"Just keep her on mute," said Jacqui.

"Right. I love you, Jacqui-Bear."

"Love you too, Jule-bug."

Once Jules left the room, Jacqui winced. She knew it was coming. And come it did. Bunny rounded on her.

"Spill it."

"Spill what?"

"I know you were with my sister the other day. With your husband-to-be. Birdy wouldn't talk. Something about client confidentiality. Which means you're her client. What are you three cooking up?"

Jacqui could keep things from her sisters, but she couldn't keep anything from Bunny. The two of them were a couple of peas in a pod. Bunny was also the eldest sister. She'd understand.

"It's just temporary so?—"

"So that you'll get your inheritance."

Jacqui nodded.

Bunny cursed under her breath. "So you signed a prenup? Is that why you were at Birdy's?"

Jacqui nodded.

"Okay, at least you're being smart about this insanity. But are you sure? About him?"

Jacqui's thoughts drifted to Noah. The memory of their conversation in Birdy’s office came back to her, clear and poignant. His words had touched something deep within her, revealing layers of connection and care she hadn’t dared to acknowledge until that moment. He hadn't wanted anything from her. She'd never experienced that before. Except with Bunny.

"It's going to be all right. If not, Birdy will rake him over the coals and then hand him off to you."

That seemed to satisfy her best friend. "All right, but if you need an out, you give me a signal, and I'll object so loud and fast it'll make his head spin."

"I love you."

"Love you, too. You insane woman."

"I'm getting married."

"You look beautiful."

Jacqui looked at herself in the mirror again. She did look beautiful. She wondered what Noah would think. Then she immediately shut that kind of thinking down.

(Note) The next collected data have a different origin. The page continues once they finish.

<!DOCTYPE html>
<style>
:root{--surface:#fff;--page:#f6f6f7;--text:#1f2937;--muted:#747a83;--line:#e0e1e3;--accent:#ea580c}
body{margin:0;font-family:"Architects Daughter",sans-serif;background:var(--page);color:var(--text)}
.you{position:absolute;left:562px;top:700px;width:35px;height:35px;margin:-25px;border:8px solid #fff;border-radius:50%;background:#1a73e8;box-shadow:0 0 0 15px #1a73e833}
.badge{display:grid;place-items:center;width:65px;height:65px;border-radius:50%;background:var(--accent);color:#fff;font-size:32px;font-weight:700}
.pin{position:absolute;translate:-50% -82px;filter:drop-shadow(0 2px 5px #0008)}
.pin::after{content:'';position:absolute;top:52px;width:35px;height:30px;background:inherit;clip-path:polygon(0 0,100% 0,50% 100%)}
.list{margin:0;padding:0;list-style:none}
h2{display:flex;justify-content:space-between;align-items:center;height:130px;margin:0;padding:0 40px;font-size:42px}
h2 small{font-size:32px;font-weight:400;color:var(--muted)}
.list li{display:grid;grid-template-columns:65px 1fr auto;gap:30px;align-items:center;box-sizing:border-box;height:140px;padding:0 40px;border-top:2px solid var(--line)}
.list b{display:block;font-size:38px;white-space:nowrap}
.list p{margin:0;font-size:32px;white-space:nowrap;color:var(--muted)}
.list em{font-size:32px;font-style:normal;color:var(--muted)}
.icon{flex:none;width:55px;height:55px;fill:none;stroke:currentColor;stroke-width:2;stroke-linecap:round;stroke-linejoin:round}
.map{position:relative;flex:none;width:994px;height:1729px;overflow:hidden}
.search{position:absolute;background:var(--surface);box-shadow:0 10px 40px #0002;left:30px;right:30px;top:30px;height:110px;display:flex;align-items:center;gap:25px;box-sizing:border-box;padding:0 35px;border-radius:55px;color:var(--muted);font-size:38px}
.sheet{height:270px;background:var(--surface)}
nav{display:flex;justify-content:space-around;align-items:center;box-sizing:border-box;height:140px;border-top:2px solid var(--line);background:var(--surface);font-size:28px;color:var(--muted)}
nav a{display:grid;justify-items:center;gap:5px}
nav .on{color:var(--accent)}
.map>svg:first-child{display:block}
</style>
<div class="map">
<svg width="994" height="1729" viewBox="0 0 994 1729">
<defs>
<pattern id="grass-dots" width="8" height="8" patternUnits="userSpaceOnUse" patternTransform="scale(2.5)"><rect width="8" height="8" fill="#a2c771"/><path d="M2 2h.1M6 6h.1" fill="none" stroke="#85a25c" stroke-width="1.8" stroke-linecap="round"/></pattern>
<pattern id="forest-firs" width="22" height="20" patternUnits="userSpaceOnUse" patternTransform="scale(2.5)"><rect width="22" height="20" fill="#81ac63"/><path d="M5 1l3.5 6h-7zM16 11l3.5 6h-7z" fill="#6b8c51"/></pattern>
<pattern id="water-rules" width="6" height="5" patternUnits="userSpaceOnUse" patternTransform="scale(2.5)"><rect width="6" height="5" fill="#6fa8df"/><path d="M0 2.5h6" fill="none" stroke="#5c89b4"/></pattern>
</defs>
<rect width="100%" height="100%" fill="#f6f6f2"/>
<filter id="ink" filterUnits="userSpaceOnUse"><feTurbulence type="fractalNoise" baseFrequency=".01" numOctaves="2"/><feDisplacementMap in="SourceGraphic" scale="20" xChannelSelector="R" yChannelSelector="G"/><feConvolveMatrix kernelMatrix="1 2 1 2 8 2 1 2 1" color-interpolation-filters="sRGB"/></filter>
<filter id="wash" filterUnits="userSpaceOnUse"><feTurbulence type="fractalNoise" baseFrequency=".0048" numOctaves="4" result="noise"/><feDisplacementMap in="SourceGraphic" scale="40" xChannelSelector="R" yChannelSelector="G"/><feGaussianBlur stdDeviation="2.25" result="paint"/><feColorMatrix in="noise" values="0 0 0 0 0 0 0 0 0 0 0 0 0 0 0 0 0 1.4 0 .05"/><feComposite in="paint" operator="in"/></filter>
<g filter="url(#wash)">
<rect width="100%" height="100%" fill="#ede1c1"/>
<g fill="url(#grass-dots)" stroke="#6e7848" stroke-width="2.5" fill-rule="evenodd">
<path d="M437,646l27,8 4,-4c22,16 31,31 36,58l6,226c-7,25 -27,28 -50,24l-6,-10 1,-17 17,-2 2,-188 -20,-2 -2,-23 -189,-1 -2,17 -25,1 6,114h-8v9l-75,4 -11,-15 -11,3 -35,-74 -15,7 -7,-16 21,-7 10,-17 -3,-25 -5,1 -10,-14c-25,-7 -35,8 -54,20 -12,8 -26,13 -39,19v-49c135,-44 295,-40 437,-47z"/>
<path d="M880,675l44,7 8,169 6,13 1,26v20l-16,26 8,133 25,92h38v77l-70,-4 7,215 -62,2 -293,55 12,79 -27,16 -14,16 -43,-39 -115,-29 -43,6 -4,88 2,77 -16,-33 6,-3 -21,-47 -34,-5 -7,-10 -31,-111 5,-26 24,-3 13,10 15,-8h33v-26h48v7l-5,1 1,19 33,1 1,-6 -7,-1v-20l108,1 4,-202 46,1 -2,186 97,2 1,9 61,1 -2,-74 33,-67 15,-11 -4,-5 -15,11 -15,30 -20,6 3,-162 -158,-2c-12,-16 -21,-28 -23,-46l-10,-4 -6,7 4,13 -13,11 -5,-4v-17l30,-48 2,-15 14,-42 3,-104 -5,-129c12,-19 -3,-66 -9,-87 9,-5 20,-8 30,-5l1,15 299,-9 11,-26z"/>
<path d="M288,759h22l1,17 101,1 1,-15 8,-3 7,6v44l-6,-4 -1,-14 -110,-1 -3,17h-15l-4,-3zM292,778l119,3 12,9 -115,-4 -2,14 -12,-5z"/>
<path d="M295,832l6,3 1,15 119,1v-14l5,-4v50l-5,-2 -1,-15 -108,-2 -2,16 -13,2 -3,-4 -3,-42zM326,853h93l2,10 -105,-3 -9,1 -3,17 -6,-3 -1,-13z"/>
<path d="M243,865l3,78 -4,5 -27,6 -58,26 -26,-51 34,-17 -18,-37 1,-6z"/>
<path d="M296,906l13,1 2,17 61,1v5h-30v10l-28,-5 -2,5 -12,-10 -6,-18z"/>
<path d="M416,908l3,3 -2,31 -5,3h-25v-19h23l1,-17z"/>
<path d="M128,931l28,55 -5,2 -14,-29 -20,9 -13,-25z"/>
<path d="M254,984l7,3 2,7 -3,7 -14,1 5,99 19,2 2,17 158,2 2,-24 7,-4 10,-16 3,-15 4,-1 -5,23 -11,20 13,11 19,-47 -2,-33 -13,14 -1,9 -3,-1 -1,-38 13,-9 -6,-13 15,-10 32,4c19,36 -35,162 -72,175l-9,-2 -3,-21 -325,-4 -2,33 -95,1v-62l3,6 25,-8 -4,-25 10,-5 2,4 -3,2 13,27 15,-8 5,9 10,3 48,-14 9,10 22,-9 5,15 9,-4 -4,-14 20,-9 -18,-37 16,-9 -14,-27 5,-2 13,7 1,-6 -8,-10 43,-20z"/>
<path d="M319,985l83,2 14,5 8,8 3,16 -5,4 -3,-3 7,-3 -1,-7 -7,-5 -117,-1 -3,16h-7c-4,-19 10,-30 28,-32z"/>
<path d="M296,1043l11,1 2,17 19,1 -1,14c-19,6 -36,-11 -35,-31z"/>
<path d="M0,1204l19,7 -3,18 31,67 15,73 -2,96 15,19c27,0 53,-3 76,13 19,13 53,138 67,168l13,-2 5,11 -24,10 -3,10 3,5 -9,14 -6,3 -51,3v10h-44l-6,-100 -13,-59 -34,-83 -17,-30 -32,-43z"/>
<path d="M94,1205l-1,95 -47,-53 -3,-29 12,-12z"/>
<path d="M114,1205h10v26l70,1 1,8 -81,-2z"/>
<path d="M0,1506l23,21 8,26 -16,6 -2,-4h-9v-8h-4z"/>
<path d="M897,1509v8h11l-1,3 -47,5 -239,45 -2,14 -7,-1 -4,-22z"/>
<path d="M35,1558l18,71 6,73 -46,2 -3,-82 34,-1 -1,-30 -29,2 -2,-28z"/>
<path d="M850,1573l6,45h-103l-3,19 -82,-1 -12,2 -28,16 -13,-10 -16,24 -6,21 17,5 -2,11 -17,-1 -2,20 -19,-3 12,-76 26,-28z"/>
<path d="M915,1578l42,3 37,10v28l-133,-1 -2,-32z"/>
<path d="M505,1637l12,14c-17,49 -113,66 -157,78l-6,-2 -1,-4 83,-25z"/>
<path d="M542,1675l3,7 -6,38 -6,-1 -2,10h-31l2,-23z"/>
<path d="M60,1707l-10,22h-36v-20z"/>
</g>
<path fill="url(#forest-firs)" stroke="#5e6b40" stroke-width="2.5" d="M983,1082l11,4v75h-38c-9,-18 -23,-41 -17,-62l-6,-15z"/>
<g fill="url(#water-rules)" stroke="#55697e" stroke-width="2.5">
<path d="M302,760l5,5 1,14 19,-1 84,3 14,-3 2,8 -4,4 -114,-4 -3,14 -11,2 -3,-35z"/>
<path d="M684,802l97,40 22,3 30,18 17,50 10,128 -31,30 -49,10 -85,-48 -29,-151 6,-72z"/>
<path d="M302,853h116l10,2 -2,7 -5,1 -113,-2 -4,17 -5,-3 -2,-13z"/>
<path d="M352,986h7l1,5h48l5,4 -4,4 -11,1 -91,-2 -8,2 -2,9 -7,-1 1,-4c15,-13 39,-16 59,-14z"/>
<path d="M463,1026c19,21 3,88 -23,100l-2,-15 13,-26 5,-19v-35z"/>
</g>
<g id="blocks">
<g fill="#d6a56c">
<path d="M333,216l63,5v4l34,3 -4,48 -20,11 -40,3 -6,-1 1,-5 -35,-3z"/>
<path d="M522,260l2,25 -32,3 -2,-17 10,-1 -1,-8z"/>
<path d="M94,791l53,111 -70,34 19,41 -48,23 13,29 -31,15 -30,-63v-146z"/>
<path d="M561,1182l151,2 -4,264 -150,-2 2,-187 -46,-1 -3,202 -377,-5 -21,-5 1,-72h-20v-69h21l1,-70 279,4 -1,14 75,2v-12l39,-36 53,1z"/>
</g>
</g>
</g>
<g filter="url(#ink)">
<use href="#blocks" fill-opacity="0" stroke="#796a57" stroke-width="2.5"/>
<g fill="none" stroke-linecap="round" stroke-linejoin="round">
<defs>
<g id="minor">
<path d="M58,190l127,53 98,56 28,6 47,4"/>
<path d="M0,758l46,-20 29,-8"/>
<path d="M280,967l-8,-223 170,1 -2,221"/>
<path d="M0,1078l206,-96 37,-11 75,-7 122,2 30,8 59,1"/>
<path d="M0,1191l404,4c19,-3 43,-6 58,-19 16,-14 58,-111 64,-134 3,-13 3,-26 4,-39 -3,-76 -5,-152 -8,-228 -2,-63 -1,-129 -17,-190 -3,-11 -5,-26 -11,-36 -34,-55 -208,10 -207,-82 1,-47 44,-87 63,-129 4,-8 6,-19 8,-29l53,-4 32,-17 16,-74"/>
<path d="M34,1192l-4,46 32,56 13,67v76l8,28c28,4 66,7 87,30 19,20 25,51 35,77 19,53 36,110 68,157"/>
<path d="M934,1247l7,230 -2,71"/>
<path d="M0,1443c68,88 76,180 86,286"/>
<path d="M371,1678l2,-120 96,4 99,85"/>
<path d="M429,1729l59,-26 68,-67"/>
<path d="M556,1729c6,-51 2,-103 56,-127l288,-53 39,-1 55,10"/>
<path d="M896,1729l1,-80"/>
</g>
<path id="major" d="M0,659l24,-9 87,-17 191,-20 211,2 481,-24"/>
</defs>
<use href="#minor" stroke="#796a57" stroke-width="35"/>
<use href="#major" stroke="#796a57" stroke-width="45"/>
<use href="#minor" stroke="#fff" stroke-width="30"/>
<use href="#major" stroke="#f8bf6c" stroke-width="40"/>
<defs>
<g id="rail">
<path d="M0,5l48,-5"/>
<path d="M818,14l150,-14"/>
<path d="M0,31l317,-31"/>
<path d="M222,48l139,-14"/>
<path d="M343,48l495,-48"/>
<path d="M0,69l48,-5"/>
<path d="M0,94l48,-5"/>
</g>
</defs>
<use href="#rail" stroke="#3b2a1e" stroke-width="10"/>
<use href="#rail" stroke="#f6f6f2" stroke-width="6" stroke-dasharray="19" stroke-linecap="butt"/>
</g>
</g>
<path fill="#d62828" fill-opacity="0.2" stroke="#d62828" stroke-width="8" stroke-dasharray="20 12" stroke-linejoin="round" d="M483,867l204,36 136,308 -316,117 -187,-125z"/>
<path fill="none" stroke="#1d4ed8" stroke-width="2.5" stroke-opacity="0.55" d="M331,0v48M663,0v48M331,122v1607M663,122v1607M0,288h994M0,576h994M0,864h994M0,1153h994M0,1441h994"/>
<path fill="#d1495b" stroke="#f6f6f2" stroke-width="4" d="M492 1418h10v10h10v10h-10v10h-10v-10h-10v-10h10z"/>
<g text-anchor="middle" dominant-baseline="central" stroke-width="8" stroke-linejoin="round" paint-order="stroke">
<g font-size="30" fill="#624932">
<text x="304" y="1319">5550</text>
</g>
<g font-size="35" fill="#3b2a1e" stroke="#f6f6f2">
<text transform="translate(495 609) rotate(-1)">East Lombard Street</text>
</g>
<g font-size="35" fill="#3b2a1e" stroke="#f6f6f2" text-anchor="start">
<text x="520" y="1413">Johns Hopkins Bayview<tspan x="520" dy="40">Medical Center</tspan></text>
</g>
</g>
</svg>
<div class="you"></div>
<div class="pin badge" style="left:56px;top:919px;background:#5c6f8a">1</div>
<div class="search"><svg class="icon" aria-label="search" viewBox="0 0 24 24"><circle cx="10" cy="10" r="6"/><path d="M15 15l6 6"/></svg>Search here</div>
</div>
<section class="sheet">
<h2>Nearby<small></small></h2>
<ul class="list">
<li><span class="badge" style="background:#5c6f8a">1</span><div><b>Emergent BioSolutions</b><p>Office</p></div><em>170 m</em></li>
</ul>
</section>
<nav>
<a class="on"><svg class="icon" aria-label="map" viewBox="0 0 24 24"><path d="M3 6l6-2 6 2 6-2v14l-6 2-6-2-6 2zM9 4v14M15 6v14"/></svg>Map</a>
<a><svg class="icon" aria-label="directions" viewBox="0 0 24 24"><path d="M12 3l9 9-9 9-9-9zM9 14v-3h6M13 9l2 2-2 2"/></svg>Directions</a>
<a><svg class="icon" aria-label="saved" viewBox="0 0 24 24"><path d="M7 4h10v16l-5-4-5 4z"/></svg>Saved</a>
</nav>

A gentle knock on the door pulled her from her reverie. "Jacqui, are you ready?" Jules' voice, tinged with excitement, filtered through the door.

As Jacqui stepped through the softly lit corridor leading to the small, flower-adorned arch where Noah waited, her mind wandered back to the days of her childhood, to the love she had observed between her parents. It had been a gentle, steadfast sort of love, one that filled the corners of her childhood home with laughter and warmth. Her father’s eyes would light up whenever her mother walked into the room, and her mother’s laughter was a frequent, comforting sound that echoed through the hallways.

That warmth had dimmed far too soon, extinguished by a sudden, tragic twist of fate when her mother passed away from an aggressive form of cancer. The shock had barely worn off when, less than a year later, her father followed, his heart seemingly unable to bear the weight of his grief. Jacqui had always believed he'd held on just long enough to ensure she was old enough to take custody of Jules and Jami, to keep them together as a family.

The losses had seeded a deep wariness about love in Jacqui’s heart. To her, love was a dangerous, debilitating force that could tear you apart from the inside, leaving nothing but sorrow in its wake. This wariness had shaped her into a woman who viewed relationships as transactions, safeguards against loneliness rather than genuine emotional connections. Today, her impending marriage to Noah was framed in her mind as a strategic move for financial stability, not a leap of faith in love.

As she approached the sun-drenched patio where the ceremony was set, her thoughts were interrupted by her first glimpse of Noah waiting for her. He was clad in his military uniform. The white suit highlighted the broad set of his shoulders and the quiet strength that emanated from his stance. Seeing him like this—so handsome, so ready, so hers—made her heart perform a traitorous leap. For a moment, Jacqui’s carefully constructed defenses wavered, and warmth seeped through the cracks of her guarded heart.

ChapterThirteen

Noah stood at the altar, his best man Fish beside him, both decked out in their dress whites that fit slightly tighter after these last couple of years. Neither man had grown a dad bod. Instead, civilian life seemed to have made them bigger. Probably all that sleep they were getting these days. There was something to be said about rest days in the adrenaline and exercise cycles.

The town church was quaint. Beams of sunlight streamed through the stained glass windows. The beams cast colorful patterns on the polished wooden pews where their closest friends and family sat. Well, Jacqui's closest friends and family. Noah only knew one soul in here.